[Records for the task — start]

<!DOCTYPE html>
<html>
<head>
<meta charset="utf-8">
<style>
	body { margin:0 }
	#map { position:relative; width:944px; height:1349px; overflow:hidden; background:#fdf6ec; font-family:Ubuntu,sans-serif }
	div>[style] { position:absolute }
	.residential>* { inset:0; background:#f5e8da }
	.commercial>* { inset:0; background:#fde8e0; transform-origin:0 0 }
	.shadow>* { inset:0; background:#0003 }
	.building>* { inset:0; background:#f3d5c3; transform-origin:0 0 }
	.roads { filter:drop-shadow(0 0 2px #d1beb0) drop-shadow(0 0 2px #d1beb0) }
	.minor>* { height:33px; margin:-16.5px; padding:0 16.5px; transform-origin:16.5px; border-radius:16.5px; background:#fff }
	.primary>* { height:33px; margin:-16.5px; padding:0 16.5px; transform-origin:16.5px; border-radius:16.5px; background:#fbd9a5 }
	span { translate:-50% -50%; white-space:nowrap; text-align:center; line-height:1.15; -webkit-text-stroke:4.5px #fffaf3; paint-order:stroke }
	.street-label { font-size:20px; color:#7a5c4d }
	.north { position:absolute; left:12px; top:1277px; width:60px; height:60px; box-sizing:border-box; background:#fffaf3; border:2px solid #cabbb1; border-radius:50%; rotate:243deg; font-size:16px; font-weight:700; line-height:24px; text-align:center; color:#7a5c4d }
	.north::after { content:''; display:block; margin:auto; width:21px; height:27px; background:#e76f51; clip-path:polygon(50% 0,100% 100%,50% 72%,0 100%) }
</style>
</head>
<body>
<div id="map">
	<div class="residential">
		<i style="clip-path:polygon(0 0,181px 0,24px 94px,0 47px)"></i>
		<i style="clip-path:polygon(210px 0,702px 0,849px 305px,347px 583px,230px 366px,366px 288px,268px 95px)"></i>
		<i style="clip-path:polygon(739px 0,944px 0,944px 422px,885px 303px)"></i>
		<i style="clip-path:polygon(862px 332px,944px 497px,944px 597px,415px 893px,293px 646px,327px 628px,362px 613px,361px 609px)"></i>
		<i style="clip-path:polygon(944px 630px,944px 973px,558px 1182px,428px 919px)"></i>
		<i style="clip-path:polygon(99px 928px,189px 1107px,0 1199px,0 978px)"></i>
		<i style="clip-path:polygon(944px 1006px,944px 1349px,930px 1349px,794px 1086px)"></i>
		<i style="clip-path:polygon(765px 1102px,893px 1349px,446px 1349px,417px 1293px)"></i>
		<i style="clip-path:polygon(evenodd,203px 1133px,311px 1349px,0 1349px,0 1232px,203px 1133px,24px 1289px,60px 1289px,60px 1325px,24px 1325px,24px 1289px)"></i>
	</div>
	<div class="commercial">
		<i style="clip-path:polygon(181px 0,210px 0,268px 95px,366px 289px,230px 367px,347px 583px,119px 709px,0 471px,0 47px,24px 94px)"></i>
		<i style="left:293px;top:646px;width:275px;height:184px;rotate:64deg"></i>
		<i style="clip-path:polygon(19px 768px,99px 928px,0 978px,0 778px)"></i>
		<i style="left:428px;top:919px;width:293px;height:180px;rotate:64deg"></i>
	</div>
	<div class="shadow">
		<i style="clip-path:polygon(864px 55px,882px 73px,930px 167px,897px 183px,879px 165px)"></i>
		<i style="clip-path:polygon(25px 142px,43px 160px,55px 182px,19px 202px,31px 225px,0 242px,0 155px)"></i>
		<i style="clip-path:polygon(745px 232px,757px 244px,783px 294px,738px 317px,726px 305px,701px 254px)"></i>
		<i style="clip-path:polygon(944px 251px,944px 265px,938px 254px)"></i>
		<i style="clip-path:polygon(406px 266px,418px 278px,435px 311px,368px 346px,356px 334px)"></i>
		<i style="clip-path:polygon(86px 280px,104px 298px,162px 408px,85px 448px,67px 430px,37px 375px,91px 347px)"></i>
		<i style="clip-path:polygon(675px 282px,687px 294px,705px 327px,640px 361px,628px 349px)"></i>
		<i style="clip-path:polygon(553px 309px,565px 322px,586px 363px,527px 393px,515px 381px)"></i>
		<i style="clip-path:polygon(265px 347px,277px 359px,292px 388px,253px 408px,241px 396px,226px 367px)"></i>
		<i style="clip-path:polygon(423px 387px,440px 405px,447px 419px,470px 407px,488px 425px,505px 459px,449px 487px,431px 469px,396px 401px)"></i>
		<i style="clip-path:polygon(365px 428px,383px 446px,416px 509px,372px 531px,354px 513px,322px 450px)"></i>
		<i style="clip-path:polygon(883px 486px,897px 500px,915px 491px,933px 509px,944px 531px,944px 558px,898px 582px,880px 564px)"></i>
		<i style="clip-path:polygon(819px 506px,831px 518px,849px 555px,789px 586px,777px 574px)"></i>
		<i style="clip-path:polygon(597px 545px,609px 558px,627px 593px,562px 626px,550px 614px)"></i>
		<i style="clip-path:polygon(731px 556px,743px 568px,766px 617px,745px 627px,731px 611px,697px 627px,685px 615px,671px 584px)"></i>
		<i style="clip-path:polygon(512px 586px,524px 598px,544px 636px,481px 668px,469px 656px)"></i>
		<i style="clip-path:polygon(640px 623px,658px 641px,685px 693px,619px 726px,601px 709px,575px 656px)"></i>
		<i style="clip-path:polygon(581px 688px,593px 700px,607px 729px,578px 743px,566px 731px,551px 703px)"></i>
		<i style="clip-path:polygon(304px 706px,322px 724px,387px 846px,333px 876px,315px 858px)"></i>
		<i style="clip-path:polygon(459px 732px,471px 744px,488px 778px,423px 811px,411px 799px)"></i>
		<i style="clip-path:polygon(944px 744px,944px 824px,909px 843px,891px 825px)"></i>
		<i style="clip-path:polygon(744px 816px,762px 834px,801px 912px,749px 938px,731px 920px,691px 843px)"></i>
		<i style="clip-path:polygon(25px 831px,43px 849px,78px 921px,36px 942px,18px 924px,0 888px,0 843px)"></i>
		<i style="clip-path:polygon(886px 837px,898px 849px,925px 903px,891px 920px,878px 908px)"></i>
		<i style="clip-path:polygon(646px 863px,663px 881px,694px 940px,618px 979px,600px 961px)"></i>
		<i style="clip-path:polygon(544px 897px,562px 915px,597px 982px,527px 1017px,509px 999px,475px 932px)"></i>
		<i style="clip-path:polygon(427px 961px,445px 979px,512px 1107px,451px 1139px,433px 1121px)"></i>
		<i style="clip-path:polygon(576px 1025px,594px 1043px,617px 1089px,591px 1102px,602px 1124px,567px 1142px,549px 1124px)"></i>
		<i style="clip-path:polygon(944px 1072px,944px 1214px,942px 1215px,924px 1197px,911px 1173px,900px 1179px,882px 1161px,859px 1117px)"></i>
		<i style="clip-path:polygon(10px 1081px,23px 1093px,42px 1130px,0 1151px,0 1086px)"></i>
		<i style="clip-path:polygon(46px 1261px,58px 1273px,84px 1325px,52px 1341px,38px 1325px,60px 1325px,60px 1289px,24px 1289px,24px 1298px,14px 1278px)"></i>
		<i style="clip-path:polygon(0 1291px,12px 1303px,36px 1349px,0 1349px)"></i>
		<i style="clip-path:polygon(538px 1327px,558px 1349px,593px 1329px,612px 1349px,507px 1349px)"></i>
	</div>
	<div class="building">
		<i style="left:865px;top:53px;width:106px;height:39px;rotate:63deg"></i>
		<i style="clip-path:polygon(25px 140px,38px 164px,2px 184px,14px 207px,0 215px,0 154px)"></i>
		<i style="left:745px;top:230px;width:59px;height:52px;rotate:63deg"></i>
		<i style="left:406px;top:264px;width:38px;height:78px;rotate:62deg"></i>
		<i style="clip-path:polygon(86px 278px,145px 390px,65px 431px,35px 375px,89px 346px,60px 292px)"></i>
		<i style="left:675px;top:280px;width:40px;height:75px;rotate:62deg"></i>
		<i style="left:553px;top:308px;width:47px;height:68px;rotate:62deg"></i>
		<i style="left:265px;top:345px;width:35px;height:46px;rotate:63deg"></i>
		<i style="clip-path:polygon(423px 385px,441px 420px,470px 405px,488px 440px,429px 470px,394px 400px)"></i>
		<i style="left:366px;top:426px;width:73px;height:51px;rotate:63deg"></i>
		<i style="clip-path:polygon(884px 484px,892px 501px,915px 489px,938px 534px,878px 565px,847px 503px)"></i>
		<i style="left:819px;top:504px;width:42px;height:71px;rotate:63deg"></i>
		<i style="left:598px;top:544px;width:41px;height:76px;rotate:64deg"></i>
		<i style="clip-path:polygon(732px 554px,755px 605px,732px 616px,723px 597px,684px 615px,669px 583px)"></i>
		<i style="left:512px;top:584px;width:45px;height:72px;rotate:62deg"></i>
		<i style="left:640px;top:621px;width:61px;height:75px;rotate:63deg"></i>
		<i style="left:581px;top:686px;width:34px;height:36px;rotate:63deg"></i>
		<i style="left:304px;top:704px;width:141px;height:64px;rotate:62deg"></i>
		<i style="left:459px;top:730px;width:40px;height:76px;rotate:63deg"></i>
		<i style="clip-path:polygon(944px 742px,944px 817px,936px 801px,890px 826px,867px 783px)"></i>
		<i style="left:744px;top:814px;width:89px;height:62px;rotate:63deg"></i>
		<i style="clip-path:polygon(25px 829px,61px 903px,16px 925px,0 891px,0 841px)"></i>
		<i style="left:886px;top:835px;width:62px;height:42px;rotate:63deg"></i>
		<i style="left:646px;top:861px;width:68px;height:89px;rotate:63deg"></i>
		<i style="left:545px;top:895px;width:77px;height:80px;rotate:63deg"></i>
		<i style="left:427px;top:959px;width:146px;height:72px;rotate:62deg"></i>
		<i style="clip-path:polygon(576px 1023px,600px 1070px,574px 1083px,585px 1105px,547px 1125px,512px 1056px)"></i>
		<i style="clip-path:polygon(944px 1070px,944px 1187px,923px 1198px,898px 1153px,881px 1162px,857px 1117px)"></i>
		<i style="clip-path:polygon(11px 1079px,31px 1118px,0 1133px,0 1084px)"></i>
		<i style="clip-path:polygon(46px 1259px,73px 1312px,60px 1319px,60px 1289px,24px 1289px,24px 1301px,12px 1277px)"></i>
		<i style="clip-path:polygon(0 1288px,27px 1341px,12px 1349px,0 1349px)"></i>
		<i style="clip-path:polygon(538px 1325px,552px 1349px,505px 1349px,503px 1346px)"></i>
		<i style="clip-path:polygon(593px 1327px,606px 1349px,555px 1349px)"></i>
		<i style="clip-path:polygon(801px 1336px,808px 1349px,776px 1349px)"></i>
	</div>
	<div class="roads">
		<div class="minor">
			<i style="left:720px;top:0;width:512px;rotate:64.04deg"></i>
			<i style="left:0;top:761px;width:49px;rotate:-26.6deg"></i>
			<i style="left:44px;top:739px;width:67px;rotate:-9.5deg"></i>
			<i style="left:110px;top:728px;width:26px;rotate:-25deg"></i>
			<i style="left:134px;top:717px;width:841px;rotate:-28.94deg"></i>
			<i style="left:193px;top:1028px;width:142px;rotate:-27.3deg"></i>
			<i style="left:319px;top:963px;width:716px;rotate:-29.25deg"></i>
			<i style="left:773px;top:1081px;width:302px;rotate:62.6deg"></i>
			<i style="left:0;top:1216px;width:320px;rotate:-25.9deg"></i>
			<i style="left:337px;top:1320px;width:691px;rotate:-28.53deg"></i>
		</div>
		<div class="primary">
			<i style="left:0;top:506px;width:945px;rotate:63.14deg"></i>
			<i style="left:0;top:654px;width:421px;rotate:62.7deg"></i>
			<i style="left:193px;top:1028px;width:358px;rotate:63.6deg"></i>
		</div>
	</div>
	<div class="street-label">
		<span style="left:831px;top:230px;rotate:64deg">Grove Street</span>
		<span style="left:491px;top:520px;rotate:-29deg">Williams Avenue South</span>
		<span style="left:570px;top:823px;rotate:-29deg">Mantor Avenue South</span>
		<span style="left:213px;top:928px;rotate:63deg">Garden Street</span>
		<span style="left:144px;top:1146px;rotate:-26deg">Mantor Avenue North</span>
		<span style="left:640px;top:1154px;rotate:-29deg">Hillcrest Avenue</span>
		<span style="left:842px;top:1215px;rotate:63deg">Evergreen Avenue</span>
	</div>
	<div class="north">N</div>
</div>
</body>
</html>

[Records for the task — finish]

> **Brief**: Only the lines above, from the first through the one holding "filter:drop-shadow(0 0 2px", are to be output, and they must be copied exactly.

> **Answer space**:
<!DOCTYPE html>
<html>
<head>
<meta charset="utf-8">
<style>
	body { margin:0 }
	#map { position:relative; width:944px; height:1349px; overflow:hidden; background:#fdf6ec; font-family:Ubuntu,sans-serif }
	div>[style] { position:absolute }
	.residential>* { inset:0; background:#f5e8da }
	.commercial>* { inset:0; background:#fde8e0; transform-origin:0 0 }
	.shadow>* { inset:0; background:#0003 }
	.building>* { inset:0; background:#f3d5c3; transform-origin:0 0 }
	.roads { filter:drop-shadow(0 0 2px #d1beb0) drop-shadow(0 0 2px #d1beb0) }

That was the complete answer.